Dataset entries:
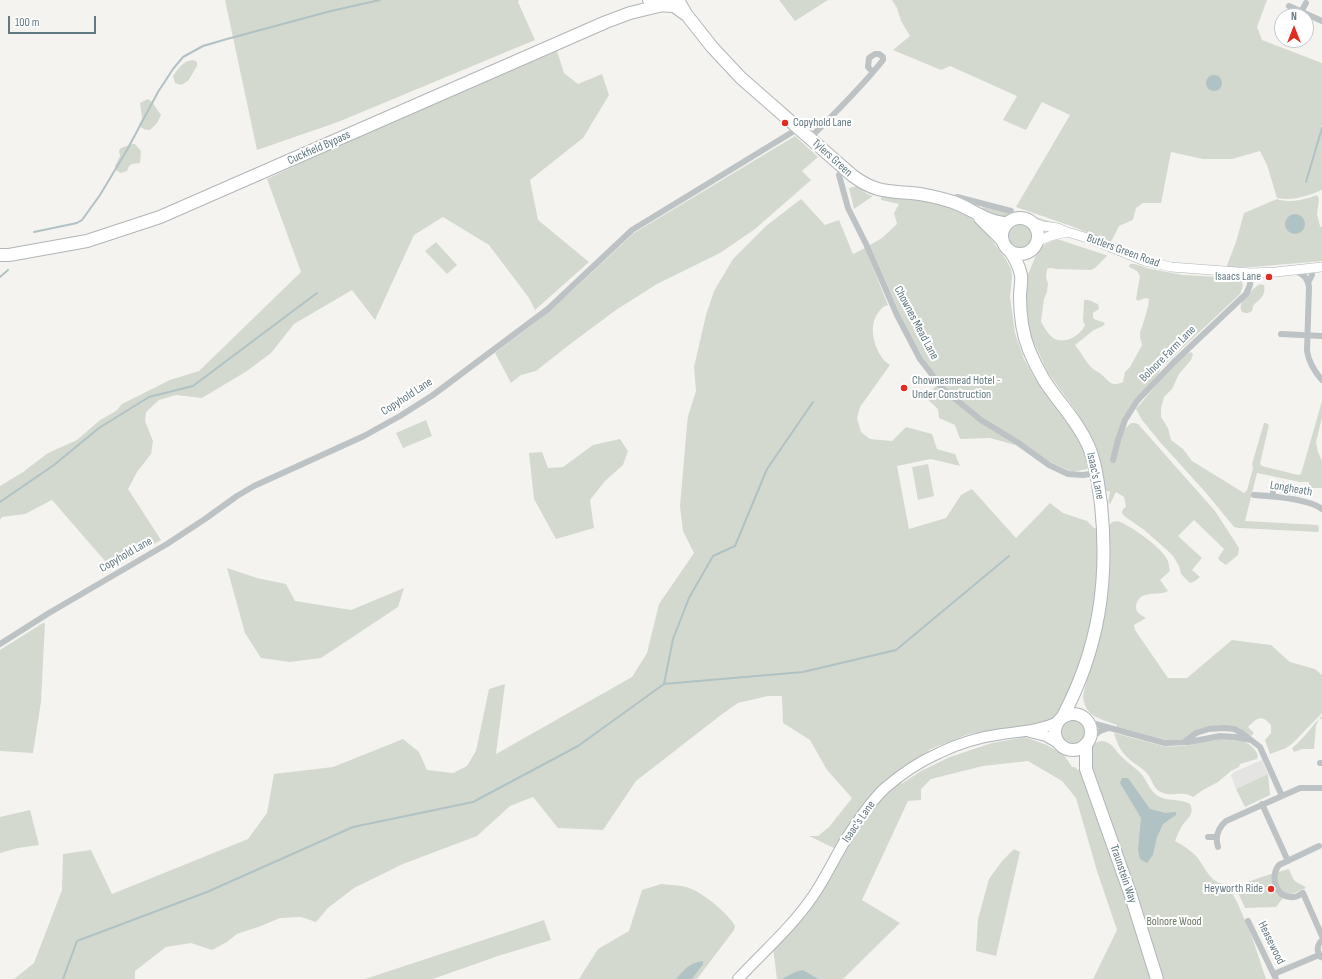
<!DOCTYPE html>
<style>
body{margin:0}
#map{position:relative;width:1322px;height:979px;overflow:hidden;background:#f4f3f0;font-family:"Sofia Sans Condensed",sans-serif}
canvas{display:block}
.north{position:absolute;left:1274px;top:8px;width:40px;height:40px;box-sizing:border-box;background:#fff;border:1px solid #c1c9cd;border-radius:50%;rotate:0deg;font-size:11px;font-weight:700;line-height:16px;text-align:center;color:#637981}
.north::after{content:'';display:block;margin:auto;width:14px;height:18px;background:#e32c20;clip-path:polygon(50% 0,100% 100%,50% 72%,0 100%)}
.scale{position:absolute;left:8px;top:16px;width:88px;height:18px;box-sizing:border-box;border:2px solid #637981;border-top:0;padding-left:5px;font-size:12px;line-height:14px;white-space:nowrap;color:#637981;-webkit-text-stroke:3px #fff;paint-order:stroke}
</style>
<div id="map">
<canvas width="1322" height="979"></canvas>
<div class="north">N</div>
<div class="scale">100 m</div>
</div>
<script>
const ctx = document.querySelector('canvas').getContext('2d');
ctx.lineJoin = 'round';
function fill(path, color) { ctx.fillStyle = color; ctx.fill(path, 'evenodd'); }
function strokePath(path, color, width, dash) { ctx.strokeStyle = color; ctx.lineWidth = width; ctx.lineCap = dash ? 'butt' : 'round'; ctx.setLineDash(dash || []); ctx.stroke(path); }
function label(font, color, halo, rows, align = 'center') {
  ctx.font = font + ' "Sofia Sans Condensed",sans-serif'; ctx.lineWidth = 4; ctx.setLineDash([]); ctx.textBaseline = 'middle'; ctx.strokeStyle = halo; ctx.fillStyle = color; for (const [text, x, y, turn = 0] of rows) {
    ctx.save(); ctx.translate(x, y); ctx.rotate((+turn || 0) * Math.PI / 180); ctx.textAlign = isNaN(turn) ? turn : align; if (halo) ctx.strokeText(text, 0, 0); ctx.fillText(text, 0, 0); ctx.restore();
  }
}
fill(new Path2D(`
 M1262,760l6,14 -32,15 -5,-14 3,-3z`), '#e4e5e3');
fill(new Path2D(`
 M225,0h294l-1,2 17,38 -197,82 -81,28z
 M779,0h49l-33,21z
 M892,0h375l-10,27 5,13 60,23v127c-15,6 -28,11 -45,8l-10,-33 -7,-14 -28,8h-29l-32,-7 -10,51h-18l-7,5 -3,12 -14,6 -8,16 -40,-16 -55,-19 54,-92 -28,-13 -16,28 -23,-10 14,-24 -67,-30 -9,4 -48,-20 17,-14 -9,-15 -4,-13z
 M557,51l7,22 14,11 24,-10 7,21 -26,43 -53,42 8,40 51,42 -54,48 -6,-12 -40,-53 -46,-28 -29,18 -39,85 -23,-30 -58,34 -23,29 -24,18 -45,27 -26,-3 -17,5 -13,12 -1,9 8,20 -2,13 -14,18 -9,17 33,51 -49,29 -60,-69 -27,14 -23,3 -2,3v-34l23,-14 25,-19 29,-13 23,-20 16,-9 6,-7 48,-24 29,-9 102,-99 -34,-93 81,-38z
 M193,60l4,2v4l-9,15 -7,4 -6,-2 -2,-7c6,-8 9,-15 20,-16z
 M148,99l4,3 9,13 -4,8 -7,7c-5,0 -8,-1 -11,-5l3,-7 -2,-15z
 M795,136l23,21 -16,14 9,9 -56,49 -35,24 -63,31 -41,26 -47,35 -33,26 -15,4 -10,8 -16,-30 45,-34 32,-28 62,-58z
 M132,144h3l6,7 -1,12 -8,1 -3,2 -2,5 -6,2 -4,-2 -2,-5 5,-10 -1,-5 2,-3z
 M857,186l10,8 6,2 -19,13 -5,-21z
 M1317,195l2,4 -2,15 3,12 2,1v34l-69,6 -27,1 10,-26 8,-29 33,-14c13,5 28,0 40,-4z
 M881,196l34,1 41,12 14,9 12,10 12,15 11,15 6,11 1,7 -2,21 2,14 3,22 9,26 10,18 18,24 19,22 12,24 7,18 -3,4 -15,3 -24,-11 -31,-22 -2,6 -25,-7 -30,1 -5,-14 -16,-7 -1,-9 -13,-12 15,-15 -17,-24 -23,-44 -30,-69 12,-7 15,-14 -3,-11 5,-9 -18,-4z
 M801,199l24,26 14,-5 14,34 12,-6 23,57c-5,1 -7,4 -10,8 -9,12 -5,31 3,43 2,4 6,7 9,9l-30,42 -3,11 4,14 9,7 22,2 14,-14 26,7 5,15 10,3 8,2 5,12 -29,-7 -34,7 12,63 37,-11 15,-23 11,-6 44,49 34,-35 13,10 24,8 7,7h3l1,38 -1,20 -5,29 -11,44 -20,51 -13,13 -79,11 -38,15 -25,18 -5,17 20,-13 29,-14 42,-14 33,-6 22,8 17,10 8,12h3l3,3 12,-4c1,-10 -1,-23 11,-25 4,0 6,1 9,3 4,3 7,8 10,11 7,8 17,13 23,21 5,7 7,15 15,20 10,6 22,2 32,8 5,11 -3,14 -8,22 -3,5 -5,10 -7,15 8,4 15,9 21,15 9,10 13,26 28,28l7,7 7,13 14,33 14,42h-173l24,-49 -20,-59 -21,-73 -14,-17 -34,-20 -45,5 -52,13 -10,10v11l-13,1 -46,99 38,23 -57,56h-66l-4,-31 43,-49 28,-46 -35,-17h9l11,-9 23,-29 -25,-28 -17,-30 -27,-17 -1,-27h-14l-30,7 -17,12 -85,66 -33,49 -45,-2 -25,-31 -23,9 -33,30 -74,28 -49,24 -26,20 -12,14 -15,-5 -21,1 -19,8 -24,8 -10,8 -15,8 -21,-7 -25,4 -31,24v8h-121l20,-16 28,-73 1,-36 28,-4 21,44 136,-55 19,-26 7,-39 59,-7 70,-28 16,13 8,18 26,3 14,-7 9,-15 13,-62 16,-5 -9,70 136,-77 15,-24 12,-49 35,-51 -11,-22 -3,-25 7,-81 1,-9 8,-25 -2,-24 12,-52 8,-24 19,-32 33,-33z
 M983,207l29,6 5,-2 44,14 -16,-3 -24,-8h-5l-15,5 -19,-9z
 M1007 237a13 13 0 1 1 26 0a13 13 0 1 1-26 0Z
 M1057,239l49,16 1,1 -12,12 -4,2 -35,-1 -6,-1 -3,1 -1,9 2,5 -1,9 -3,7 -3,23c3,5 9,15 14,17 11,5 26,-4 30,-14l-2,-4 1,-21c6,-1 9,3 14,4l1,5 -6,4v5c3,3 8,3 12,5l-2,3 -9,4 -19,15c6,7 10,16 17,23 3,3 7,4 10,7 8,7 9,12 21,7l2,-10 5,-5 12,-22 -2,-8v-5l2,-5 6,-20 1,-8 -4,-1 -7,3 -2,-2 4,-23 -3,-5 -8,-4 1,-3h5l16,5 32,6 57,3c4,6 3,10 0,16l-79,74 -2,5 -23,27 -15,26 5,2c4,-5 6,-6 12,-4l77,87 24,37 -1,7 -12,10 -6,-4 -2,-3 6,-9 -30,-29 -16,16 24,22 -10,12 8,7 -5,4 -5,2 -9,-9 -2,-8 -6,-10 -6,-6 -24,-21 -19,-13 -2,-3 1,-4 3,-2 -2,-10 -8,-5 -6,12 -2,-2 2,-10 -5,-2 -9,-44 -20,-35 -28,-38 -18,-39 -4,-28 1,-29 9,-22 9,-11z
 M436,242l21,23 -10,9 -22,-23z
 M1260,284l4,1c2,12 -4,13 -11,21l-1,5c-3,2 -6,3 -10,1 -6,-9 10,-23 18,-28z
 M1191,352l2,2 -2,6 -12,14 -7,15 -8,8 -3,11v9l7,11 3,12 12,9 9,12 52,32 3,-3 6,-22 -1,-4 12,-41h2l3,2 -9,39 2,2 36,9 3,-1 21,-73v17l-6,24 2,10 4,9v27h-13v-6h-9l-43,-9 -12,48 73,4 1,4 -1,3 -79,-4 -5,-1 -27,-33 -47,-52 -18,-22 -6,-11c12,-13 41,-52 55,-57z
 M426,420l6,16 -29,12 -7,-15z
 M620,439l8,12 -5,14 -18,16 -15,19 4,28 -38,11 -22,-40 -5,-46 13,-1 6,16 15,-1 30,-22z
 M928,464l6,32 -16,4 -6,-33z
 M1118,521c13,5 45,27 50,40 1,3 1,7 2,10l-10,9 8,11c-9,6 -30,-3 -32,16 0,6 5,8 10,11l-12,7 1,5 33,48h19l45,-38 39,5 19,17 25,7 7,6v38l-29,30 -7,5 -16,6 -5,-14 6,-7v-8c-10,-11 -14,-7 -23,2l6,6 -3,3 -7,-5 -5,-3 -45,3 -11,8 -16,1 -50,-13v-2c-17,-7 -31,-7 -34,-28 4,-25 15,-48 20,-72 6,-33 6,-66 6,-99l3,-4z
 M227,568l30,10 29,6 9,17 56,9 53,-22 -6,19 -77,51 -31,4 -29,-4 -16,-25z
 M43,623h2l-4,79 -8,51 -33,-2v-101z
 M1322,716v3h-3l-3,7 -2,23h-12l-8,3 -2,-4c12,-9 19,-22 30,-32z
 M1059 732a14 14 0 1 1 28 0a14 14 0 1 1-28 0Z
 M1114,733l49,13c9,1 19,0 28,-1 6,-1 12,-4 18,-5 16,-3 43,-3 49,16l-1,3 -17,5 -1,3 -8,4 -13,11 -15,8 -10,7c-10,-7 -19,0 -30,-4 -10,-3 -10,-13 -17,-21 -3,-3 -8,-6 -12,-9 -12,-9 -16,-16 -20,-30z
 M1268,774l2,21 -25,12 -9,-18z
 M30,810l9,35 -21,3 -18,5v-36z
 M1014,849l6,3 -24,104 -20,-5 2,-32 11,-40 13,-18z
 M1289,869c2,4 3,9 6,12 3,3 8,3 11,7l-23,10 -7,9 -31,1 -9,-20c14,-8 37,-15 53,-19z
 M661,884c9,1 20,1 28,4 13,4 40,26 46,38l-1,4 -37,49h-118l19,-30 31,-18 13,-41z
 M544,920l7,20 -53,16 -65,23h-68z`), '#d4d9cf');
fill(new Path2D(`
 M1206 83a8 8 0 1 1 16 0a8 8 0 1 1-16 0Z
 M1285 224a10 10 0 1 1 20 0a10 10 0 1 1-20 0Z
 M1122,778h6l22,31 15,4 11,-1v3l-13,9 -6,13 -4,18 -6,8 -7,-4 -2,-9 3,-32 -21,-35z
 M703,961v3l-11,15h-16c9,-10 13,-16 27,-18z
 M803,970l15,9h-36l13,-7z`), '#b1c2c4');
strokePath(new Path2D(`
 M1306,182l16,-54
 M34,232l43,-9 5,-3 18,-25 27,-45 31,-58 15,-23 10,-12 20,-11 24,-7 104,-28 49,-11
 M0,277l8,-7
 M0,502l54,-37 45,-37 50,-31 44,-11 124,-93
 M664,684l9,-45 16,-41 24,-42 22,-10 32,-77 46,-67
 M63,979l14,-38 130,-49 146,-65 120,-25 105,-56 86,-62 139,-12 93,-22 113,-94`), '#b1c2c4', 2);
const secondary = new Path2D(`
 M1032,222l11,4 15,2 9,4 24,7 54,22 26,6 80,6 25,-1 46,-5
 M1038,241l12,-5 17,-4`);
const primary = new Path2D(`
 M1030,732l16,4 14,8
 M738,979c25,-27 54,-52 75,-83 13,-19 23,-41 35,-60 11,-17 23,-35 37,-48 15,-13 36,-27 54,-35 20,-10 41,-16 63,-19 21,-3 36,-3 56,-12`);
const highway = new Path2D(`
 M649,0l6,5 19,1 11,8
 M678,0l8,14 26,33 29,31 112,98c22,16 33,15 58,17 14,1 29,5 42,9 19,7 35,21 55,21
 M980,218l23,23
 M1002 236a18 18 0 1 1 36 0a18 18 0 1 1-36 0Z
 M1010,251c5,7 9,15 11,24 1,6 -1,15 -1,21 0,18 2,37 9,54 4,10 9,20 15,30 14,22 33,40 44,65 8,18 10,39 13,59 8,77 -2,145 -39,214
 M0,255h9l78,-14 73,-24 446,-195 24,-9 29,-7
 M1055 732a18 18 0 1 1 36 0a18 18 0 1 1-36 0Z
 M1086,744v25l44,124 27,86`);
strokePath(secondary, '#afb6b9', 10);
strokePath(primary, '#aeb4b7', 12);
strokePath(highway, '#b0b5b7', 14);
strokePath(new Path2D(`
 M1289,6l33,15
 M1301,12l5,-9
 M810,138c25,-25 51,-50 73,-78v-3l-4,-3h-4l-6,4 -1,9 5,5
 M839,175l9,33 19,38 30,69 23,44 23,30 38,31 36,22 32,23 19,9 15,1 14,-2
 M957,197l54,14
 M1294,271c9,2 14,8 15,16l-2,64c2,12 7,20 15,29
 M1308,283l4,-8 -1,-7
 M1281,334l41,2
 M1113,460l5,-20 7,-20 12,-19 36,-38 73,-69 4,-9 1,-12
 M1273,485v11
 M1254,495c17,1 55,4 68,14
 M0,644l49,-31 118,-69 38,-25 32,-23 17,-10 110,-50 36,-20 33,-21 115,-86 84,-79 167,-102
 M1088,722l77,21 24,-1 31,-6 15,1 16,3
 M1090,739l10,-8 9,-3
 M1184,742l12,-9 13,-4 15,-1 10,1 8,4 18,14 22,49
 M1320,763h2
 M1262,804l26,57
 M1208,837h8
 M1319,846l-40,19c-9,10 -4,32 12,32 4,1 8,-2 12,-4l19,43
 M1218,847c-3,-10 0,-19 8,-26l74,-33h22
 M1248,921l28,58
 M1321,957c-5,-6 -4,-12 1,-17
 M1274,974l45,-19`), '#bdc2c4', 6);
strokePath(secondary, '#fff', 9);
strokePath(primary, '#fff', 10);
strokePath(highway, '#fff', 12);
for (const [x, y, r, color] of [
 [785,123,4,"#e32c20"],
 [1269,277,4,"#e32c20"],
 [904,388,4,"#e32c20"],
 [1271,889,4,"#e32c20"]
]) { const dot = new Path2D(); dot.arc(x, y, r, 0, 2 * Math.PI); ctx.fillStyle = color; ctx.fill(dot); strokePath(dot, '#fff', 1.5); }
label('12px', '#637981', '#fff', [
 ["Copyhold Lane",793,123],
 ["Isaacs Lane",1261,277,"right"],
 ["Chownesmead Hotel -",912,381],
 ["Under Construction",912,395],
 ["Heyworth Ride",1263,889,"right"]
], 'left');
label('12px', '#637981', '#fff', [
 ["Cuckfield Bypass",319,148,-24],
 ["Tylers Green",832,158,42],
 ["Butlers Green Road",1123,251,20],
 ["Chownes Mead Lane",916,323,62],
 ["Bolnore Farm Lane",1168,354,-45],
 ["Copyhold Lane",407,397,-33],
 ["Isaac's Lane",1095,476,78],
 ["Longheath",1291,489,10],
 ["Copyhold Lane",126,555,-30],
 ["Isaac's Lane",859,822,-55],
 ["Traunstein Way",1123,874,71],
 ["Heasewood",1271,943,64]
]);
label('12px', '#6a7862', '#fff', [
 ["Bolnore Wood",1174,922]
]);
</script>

--

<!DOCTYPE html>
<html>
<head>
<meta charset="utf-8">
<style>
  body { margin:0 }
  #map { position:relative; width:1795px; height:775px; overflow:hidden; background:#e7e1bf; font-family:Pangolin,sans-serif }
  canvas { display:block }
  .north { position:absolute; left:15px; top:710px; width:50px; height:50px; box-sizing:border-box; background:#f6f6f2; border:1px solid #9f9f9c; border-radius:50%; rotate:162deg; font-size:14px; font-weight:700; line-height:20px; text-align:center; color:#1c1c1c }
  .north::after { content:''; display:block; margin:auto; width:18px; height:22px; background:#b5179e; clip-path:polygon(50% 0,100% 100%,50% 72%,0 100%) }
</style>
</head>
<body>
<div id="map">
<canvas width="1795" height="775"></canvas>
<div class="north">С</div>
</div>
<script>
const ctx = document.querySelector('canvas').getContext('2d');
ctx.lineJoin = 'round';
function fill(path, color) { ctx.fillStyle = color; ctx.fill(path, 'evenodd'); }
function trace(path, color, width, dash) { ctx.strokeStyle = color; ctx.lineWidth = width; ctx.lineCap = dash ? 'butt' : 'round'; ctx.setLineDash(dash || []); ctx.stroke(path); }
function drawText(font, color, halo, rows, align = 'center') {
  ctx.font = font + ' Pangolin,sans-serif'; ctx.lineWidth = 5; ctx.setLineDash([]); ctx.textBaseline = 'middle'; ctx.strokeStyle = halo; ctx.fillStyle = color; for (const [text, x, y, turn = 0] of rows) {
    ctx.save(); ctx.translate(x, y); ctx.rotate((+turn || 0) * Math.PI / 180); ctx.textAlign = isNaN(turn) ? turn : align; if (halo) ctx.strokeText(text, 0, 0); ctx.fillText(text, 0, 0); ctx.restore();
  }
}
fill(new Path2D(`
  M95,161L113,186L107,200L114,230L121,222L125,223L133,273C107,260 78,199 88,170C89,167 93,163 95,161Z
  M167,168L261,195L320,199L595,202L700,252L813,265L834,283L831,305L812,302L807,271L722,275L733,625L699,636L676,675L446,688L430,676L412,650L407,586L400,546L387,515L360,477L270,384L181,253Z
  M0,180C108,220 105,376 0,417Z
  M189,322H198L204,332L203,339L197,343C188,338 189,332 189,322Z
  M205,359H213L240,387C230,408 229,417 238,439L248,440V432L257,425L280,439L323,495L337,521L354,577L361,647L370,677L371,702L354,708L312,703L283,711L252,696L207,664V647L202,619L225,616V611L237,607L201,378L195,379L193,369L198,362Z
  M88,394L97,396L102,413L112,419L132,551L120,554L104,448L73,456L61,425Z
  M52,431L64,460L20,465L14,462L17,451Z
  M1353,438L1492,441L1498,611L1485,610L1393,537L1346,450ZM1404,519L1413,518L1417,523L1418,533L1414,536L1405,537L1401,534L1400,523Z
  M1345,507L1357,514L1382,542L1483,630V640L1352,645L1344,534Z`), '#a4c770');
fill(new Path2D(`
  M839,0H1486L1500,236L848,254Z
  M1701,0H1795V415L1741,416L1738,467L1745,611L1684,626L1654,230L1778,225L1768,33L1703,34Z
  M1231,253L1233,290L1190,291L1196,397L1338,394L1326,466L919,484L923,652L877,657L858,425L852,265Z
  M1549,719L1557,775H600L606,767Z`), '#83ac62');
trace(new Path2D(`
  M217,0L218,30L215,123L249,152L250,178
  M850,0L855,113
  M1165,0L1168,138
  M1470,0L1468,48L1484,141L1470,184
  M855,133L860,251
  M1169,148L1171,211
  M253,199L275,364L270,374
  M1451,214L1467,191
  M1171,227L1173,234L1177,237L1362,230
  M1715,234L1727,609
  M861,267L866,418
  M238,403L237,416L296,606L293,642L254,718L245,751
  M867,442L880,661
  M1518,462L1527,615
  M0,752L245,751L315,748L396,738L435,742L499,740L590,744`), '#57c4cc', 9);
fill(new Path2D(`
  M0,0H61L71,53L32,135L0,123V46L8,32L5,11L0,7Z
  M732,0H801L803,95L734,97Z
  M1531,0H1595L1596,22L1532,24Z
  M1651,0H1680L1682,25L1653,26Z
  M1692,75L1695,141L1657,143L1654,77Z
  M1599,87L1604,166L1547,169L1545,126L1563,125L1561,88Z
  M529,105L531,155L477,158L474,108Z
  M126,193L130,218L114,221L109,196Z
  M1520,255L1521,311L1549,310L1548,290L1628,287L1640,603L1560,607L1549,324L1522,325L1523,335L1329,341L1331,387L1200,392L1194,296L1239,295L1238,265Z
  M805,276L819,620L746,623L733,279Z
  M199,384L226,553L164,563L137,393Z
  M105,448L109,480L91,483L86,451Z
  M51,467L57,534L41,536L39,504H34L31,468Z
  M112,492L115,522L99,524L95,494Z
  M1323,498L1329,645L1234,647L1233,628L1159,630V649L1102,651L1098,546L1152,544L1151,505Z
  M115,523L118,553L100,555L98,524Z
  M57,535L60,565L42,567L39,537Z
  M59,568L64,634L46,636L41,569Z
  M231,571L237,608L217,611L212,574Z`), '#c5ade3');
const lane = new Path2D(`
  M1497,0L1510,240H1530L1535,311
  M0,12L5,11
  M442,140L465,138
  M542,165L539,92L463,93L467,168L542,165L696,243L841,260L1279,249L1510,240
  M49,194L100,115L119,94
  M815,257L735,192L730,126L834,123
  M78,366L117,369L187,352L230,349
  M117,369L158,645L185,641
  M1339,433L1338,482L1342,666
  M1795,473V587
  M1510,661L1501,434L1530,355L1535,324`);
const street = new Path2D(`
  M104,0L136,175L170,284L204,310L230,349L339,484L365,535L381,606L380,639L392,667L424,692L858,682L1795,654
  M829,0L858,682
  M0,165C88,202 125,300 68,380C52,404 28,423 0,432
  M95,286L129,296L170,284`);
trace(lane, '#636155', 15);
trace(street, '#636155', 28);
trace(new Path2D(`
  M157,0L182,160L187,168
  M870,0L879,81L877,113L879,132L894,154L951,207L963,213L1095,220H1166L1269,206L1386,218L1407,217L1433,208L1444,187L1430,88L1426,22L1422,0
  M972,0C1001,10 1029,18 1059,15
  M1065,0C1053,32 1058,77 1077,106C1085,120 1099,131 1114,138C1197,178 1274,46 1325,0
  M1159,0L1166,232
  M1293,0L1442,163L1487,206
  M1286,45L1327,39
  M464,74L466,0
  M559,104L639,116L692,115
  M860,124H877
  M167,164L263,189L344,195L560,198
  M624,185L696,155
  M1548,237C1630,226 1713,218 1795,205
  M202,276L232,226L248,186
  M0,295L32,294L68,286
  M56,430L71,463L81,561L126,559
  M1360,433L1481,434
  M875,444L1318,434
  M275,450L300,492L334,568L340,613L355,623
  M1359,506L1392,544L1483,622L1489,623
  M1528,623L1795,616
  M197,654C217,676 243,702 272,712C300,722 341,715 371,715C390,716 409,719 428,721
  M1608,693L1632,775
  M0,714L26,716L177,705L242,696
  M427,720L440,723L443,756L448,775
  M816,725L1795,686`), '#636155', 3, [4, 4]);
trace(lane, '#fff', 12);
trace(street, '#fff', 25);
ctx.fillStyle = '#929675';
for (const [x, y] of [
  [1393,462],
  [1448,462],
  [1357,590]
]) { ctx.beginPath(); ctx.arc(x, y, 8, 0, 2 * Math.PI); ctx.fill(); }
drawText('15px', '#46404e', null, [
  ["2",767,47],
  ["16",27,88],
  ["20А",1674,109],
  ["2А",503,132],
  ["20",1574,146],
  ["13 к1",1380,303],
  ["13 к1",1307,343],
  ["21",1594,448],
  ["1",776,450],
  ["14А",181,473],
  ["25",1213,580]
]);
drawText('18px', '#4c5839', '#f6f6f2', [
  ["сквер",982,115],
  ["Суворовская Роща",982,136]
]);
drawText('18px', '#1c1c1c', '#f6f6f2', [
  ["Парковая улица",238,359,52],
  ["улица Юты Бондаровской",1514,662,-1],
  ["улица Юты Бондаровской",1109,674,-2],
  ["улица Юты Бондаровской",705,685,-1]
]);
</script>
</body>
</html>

- _Work order_
Give the number of lines above in which the word "lineCap" appears, and nothing more.

- _Written solution_
2